Stored data entries
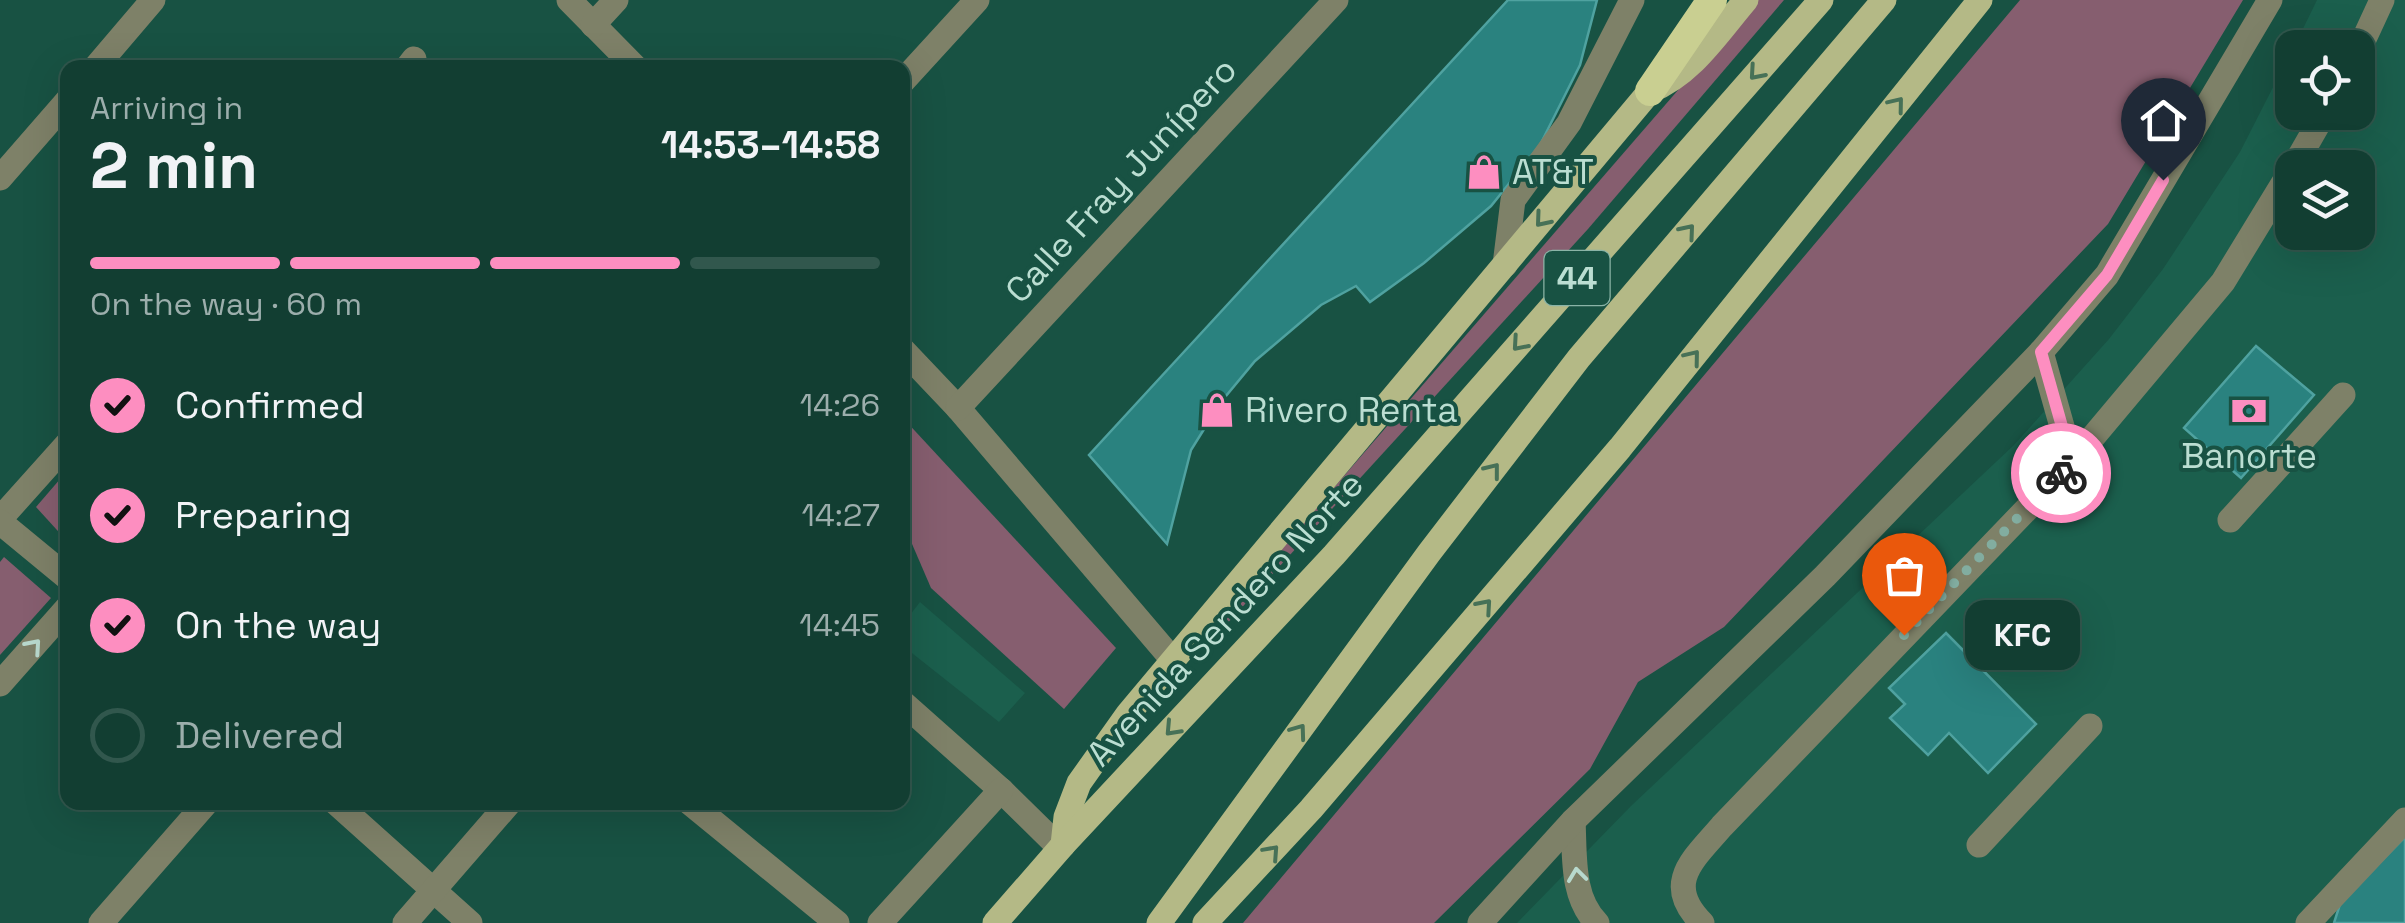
<!DOCTYPE html>
<meta charset="utf-8">
<style>
:root{--surface:#123e32;--page:#1f493e;--text:#f1f3f6;--muted:#9caeac;--line:#31574d;--accent:#fd8ec0}
body{margin:0;font-family:"Space Grotesk",sans-serif;background:var(--page);color:var(--text);height:100vh;display:flex;flex-direction:column;font-size:38px;white-space:nowrap}
*{box-sizing:border-box;margin:0}
p{font-size:32px;color:var(--muted)}
.icon{flex:none;width:55px;height:55px;fill:none;stroke:currentColor;stroke-width:2;stroke-linecap:round;stroke-linejoin:round}
.map{position:relative;flex:1;overflow:hidden}
.details{position:absolute;left:60px;top:60px;width:850px;height:750px;display:flex;flex-direction:column;background:var(--surface);border-radius:20px;box-shadow:0 10px 40px #0002,0 0 0 2px var(--line)}
.details>*{flex:none}
.fabs{position:absolute;left:2275px;top:30px;display:grid;gap:20px}
.fabs a{display:grid;place-items:center;width:100px;height:100px;border-radius:20px;background:var(--surface);box-shadow:0 10px 40px #0002,0 0 0 2px var(--line);font-size:50px}
.pin{position:absolute;display:grid;place-items:center;width:85px;height:85px;color:#fff;margin:-102px -42px;border-radius:50% 50% 50% 0;rotate:-45deg;box-shadow:0 0 10px #0007}
.pin .icon{rotate:45deg}
.courier{position:absolute;display:grid;place-items:center;width:100px;height:100px;margin:-50px;border:8px solid #fd8ec0;border-radius:50%;background:#fff;color:#222;box-shadow:0 2px 12px #0007}
.bubble{position:absolute;height:70px;border-radius:20px;background:var(--surface);box-shadow:0 10px 40px #0002,0 0 0 2px var(--line);font-size:32px;font-weight:800;line-height:70px;text-align:center}
.head em{font-style:normal;font-weight:800}
.head div{display:flex;flex-direction:column-reverse}
.head{display:flex;align-items:center;justify-content:space-between;height:170px;padding:0 30px}
h1{font-size:65px;font-weight:800;line-height:75px}
.bar{display:grid;grid-template-columns:repeat(4,1fr);gap:15px 10px;align-content:center;height:120px;padding:0 30px}
.bar i{height:12px;border-radius:8px;background:var(--line)}
.bar .active{background:var(--accent)}
.bar p{grid-column:span 4}
ol{padding:0 30px;list-style:none}
li{display:flex;align-items:center;gap:30px;height:110px}
li p{margin-inline-start:auto}
li .icon{padding:10px;border-radius:50%;background:var(--accent);color:#111;stroke-width:4}
li:last-child{color:var(--muted)}
li i{width:55px;height:55px;border:5px solid var(--line);border-radius:50%}
.map>svg:first-child{display:block}
</style>
<div class="map">
<svg width="2405" height="923" viewBox="0 0 2405 923">
<rect width="100%" height="100%" fill="#185243"/>
<!-- built -->
<g fill="#1b5f4d" fill-rule="evenodd">
<path d="M2317 0H2405V923H1517L1631 806 2014 445 2109 339 2163 269 2240 152 2292 50V112H2358V48L2294 47ZM2292 168H2358V232H2292Z"/>
<path d="M920 602 1025 693 999 722 903 646V624Z"/>
</g>
<!-- green -->
<g fill="#865e6f">
<path d="M1756 0H1784L1588 229 1214 638V626Z"/>
<path d="M2020 0H2243L2108 224 1724 627 1638 682 1590 769 1434 923H1243Z"/>
<path d="M903 418 1116 648 1064 709 931 588 903 523Z"/>
<path d="M67 471V541L36 507Z"/>
<path d="M4 557 51 598 0 655V562Z"/>
</g>
<!-- building -->
<g fill="#2a827f" stroke="#4fa2a0" stroke-width="2.5">
<path d="M1508 0H1597L1580 65 1540 145 1491 206 1424 263 1370 302 1356 286 1321 305 1255 361 1221 402 1191 450 1167 544 1089 455Z"/>
<path d="M2256 346 2314 395 2241 478 2184 428Z"/>
<path d="M1946 633 2036 724 1988 773 1949 733 1928 755 1890 718 1905 704 1889 688Z"/>
<path d="M2405 837V923H2334L2341 901Z"/>
</g>
<g fill="none" stroke-linecap="round" stroke-linejoin="round">
<!-- minor -->
<g stroke="#7e8168" stroke-width="25">
<path d="M569 0 636 68"/>
<path d="M593 25 616 0"/>
<path d="M2358 52 2382 0"/>
<path d="M95 68 153 0"/>
<path d="M407 68 414 59"/>
<path d="M902 82 977 0"/>
<path d="M2293 168 2325 112"/>
<path d="M0 178 68 100"/>
<path d="M1505 265 1513 200 1569 123 1632 0"/>
<path d="M902 349 958 408 1172 659"/>
<path d="M2041 352 2072 462"/>
<path d="M958 408 1336 0"/>
<path d="M0 519 68 443"/>
<path d="M2230 520 2343 395"/>
<path d="M0 522 68 578"/>
<path d="M0 684 68 607"/>
<path d="M902 702 1001 790 1060 848"/>
<path d="M335 802 470 923"/>
<path d="M689 802 837 923"/>
<path d="M1573 821C1575 856 1571 897 1597 923"/>
<path d="M1979 845 2090 726"/>
<path d="M101 923 207 802"/>
<path d="M405 923 510 802"/>
<path d="M880 923 1001 790"/>
<path d="M1480 923 1573 821 1825 576 2041 352 2107 275 2270 0"/>
<path d="M1702 923C1662 883 1694 859 1722 826L2072 462 2223 282 2292 169"/>
<path d="M2308 923 2405 820"/>
</g>
<!-- major -->
<g stroke="#b4b986" stroke-width="25">
<path d="M1063 845 1066 817 1079 783 1128 714 1650 91C1692 74 1717 34 1746 0"/>
<path d="M995 923 1063 845 1334 555 1821 0"/>
<path d="M1159 923 1429 553 1579 358 1884 0"/>
<path d="M1205 923 1311 809 1620 448 1980 0"/>
</g>
<!-- highway -->
<path stroke="#c9cf91" stroke-width="30" d="M1650 91 1712 0"/>
</g>
<!-- one-way arrows -->
<defs><path id="oneway-chevron" d="M-2-3.5L2.5 0L-2 3.5" fill="none" stroke-width="1.6" stroke-linecap="round" stroke-linejoin="round" transform="scale(2.5)"/></defs>
<g stroke="#477157">
<use href="#oneway-chevron" transform="translate(1756 73) rotate(131)"/>
<use href="#oneway-chevron" transform="translate(1897 104) rotate(-51)"/>
<use href="#oneway-chevron" transform="translate(1542 220) rotate(130)"/>
<use href="#oneway-chevron" transform="translate(1688 231) rotate(-50)"/>
<use href="#oneway-chevron" transform="translate(1519 344) rotate(131)"/>
<use href="#oneway-chevron" transform="translate(1693 357) rotate(-51)"/>
<use href="#oneway-chevron" transform="translate(1493 470) rotate(-52)"/>
<use href="#oneway-chevron" transform="translate(1485 606) rotate(-49)"/>
<use href="#oneway-chevron" transform="translate(1172 729) rotate(133)"/>
<use href="#oneway-chevron" transform="translate(1299 731) rotate(-54)"/>
<use href="#oneway-chevron" transform="translate(1272 852) rotate(-48)"/>
</g>
<g stroke="#b8d9cd">
<use href="#oneway-chevron" transform="translate(34 646) rotate(-49)"/>
<use href="#oneway-chevron" transform="translate(1577 875) rotate(-97)"/>
</g>
<g fill="none" stroke-linecap="round" stroke-linejoin="round">
<!-- done -->
<path stroke="#82ada0" stroke-width="10" stroke-dasharray="0 18" d="M1904 635 2061 473"/>
<!-- route -->
<path stroke="#fd8ec0" stroke-width="12" d="M2061 473 2072 462 2041 352 2107 275 2163 180"/>
</g>
<!-- icons -->
<defs>
<symbol id="shop-bare" viewBox="-9 -9 18 18"><path d="M-5-2.5h2.3a2.7 3.5 0 0 1 5.4 0H5L5.5 6h-11ZM-1.5-2.5h3a1.5 2.3 0 0 0-3 0Z" fill="#fd8ec0" stroke="#185243" stroke-width="2.5" paint-order="stroke"/></symbol>
<symbol id="bank-bare" viewBox="-9 -9 18 18"><path d="M-6-4H6V4H-6ZM0-2.3a2.3 2.3 0 1 0 0 4.6a2.3 2.3 0 1 0 0-4.6Z" fill="#fd8ec0" stroke="#185243" stroke-width="2.5" paint-order="stroke"/></symbol>
</defs>
<g fill-rule="evenodd">
<use href="#shop-bare" x="1459" y="147" width="50" height="50"/>
<use href="#shop-bare" x="1192" y="385" width="50" height="50"/>
<use href="#bank-bare" x="2224" y="386" width="50" height="50"/>
</g>
<g text-anchor="middle" stroke-width="8" stroke-linejoin="round" paint-order="stroke">
<!-- shield labels -->
<rect fill="#185243" stroke="#8ab4a7" stroke-width="2.5" x="1544.5" y="251" width="65" height="54" rx="8"/>
<g font-size="32" font-weight="bold" fill="#bbded2">
<text x="1577" y="289">44</text>
</g>
<!-- poi labels -->
<g font-size="35" fill="#bbded2" stroke="#185243" text-anchor="start">
<text x="1512" y="184">AT&amp;T</text>
<text x="1245" y="422">Rivero Renta</text>
<text x="2249" y="468" text-anchor="middle">Banorte</text>
</g>
<!-- street labels -->
<g font-size="35" fill="#bbded2" stroke="#185243">
<text transform="translate(1121 180) rotate(-47)" y="12">Calle Fray Junípero</text>
<text transform="translate(1225 619) rotate(-47)" y="12">Avenida Sendero Norte</text>
</g>
</g>
</svg>
<div class="fabs">
<a><svg class="icon" aria-label="locate" viewBox="0 0 24 24"><circle cx="12" cy="12" r="6"/><path d="M12 2v4M12 18v4M2 12h4M18 12h4"/></svg></a>
<a><svg class="icon" aria-label="layers" viewBox="0 0 24 24"><path d="M12 4l9 5-9 5-9-5zM3 14l9 5 9-5"/></svg></a>
</div>
<div class="pin" style="left:1904px;top:635px;background:#ea580c"><svg class="icon" aria-label="bag" viewBox="0 0 24 24"><path d="M5 8h14l-1 12H6zM9 8a3 3 0 0 1 6 0"/></svg></div>
<div class="pin" style="left:2163px;top:180px;background:#1f2937"><svg class="icon" aria-label="home" viewBox="0 0 24 24"><path d="M3 11l9-7 9 7M6 9v11h12V9"/></svg></div>
<div class="courier" style="left:2061px;top:473px"><svg class="icon" aria-label="bike" viewBox="0 0 24 24"><circle cx="6" cy="16" r="4"/><circle cx="18" cy="16" r="4"/><path d="M6 16l4-8h5l3 8M10 8l3 8H6M13 5h3"/></svg></div>
<div class="bubble" style="left:1965px;top:600px;width:115px">KFC</div>
<section class="details">
<div class="head"><div><h1>2 min</h1><p>Arriving in</p></div><em>14:53–14:58</em></div>
<div class="bar"><i class="active"></i><i class="active"></i><i class="active"></i><i></i><p>On the way · 60 m</p></div>
<ol>
<li><svg class="icon" aria-label="check" viewBox="0 0 24 24"><path d="M5 12l5 5 9-10"/></svg>Confirmed<p>14:26</p></li>
<li><svg class="icon" aria-label="check" viewBox="0 0 24 24"><path d="M5 12l5 5 9-10"/></svg>Preparing<p>14:27</p></li>
<li><svg class="icon" aria-label="check" viewBox="0 0 24 24"><path d="M5 12l5 5 9-10"/></svg>On the way<p>14:45</p></li>
<li><i></i>Delivered</li>
</ol>
</section>
</div>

→ **Your instructions**:
Wherever the word "rule" occurs in the data above, copy the line it sits in.

→ **Expected output**:
<g fill="#1b5f4d" fill-rule="evenodd">
<g fill-rule="evenodd">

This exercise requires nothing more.